• _Data for the task_

++++

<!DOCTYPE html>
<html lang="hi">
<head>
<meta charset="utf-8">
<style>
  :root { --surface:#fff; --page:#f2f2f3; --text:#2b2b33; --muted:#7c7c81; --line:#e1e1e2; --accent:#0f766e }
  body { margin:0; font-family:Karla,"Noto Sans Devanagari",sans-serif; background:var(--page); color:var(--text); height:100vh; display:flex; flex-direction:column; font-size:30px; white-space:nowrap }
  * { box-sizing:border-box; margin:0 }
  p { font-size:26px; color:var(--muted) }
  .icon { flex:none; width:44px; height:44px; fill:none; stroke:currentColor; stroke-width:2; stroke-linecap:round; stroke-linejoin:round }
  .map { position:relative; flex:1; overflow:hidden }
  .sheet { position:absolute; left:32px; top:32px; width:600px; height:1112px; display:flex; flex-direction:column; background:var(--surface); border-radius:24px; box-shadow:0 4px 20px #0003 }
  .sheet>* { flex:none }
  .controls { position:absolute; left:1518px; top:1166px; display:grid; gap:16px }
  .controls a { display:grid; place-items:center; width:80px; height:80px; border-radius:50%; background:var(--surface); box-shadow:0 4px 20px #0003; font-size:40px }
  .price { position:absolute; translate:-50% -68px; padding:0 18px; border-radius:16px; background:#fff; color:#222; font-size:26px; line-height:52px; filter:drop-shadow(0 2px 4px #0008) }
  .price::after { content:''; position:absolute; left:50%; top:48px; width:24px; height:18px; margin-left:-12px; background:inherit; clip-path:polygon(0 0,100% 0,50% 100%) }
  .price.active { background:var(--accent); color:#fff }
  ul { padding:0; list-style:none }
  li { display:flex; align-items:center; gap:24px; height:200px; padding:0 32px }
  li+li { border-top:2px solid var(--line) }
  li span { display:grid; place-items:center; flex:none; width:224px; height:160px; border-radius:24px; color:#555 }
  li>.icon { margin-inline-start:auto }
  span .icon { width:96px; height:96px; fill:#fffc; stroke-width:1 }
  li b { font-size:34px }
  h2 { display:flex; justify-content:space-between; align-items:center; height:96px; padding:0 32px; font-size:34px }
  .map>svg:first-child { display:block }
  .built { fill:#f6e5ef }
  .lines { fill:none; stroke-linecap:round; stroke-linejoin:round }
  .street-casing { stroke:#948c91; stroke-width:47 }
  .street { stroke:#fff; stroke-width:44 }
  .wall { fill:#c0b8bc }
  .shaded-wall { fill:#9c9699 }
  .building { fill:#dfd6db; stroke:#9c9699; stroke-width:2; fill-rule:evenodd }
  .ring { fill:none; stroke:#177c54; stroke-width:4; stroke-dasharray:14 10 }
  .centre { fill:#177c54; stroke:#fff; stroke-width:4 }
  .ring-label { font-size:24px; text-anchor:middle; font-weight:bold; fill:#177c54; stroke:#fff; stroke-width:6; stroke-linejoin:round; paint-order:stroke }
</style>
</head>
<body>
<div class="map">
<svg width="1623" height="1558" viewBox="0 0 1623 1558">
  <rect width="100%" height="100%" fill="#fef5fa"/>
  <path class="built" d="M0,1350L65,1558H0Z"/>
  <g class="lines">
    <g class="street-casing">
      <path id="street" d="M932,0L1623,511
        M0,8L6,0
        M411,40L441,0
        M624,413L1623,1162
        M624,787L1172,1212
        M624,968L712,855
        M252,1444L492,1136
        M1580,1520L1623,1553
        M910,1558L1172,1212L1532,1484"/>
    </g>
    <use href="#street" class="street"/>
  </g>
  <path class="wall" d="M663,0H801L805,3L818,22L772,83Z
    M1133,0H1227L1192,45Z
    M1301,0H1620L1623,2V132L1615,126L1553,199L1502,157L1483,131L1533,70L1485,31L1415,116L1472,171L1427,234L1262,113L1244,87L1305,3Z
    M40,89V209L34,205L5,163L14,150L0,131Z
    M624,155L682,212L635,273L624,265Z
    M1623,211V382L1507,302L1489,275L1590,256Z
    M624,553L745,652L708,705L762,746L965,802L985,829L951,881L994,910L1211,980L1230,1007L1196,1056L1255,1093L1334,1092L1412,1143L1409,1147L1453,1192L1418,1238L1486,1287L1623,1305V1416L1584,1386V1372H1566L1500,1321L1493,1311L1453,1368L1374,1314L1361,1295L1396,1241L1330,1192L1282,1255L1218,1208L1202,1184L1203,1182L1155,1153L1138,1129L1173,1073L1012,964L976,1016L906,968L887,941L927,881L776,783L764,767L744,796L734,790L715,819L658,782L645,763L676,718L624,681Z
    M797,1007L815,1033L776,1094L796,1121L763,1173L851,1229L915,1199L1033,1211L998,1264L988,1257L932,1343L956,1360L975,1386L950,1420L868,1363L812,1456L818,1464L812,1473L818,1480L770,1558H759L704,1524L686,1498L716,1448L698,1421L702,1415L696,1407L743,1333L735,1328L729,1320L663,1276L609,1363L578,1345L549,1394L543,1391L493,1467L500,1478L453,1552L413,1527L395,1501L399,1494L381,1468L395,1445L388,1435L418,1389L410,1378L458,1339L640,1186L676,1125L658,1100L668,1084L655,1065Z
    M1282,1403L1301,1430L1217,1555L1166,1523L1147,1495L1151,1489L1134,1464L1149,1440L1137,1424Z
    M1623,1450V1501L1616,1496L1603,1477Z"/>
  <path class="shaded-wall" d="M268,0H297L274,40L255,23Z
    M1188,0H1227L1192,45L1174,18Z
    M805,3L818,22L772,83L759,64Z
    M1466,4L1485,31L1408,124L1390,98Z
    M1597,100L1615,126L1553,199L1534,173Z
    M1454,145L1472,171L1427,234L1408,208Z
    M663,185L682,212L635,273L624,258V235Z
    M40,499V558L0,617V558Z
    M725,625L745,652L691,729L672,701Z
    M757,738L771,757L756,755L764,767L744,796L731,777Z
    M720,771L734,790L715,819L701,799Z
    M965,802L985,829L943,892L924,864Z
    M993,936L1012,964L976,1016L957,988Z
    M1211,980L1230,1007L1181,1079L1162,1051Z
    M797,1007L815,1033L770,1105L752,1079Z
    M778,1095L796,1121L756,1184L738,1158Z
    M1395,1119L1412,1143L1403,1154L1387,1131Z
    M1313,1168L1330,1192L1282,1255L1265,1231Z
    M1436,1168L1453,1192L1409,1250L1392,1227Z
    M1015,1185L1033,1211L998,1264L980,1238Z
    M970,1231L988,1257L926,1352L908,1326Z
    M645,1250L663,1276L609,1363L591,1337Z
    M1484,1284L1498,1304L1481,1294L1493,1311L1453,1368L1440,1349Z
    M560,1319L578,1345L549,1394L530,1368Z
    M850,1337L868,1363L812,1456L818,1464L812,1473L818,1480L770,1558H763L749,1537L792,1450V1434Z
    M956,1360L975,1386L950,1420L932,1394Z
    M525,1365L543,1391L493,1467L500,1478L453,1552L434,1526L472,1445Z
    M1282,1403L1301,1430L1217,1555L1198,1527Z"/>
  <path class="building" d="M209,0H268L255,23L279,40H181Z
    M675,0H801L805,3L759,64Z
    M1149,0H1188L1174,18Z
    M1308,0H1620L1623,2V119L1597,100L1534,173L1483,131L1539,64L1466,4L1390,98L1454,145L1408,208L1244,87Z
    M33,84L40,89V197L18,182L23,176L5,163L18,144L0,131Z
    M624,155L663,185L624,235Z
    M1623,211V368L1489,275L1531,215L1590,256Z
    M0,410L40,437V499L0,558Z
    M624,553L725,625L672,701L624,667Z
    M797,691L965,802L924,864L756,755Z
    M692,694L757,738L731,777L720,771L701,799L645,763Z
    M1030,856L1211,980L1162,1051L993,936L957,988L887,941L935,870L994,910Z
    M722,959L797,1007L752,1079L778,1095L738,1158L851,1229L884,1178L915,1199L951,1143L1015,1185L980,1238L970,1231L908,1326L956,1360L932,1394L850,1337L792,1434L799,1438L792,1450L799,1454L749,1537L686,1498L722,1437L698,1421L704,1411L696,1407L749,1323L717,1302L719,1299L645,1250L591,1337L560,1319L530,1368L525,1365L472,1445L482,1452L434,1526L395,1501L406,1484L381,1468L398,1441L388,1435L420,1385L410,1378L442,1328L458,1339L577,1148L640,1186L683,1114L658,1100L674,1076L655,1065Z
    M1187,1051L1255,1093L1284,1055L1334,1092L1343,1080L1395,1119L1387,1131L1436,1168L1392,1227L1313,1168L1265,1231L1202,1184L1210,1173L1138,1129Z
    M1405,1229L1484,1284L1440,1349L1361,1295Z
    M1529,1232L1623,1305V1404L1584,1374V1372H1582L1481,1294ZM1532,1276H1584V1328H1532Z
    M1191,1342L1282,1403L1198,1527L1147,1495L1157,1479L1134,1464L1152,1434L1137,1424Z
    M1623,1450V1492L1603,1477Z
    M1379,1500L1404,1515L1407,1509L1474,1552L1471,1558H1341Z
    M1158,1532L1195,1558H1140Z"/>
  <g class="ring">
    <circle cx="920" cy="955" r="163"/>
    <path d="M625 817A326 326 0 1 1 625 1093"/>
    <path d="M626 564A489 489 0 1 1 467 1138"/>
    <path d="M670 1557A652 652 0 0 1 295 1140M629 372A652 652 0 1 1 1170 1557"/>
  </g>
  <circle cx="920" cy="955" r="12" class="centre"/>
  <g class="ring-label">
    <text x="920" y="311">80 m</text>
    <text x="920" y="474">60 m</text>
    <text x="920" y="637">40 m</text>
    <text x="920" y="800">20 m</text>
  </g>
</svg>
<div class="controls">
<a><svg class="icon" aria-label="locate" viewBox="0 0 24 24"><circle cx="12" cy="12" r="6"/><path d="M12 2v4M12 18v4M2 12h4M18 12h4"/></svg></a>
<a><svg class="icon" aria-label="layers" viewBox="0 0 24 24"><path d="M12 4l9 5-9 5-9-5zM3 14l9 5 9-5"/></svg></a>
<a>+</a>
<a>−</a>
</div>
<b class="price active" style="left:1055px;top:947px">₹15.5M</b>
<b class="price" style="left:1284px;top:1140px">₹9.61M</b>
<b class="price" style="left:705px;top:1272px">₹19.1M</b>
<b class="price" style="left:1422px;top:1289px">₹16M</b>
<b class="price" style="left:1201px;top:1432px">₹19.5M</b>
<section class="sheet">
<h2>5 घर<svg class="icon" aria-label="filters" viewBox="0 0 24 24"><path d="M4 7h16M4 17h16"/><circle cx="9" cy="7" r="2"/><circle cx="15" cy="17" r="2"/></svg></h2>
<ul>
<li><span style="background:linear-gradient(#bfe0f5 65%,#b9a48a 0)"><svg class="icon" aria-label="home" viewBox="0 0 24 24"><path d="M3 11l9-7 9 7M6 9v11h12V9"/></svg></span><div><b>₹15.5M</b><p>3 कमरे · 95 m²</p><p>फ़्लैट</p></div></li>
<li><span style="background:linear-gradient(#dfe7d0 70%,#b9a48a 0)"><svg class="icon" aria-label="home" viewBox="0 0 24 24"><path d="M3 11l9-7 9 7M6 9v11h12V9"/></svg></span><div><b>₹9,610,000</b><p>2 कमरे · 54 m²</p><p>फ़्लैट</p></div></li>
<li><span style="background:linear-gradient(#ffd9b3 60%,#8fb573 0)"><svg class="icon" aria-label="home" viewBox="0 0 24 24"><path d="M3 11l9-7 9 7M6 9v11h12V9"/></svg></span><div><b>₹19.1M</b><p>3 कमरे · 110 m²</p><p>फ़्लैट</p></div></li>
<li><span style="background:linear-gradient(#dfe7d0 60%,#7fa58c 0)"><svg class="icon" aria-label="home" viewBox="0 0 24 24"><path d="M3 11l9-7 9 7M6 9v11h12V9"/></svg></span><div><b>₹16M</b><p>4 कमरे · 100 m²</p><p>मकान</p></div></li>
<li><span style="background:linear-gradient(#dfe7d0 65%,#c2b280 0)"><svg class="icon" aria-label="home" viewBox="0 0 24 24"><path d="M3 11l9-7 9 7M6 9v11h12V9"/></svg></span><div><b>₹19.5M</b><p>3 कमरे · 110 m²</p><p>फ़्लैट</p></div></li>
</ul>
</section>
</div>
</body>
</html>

++++

Filter the listing above down to the lines that contain the word "building".

• _Solution for this problem_
  .building { fill:#dfd6db; stroke:#9c9699; stroke-width:2; fill-rule:evenodd }
  <path class="building" d="M209,0H268L255,23L279,40H181Z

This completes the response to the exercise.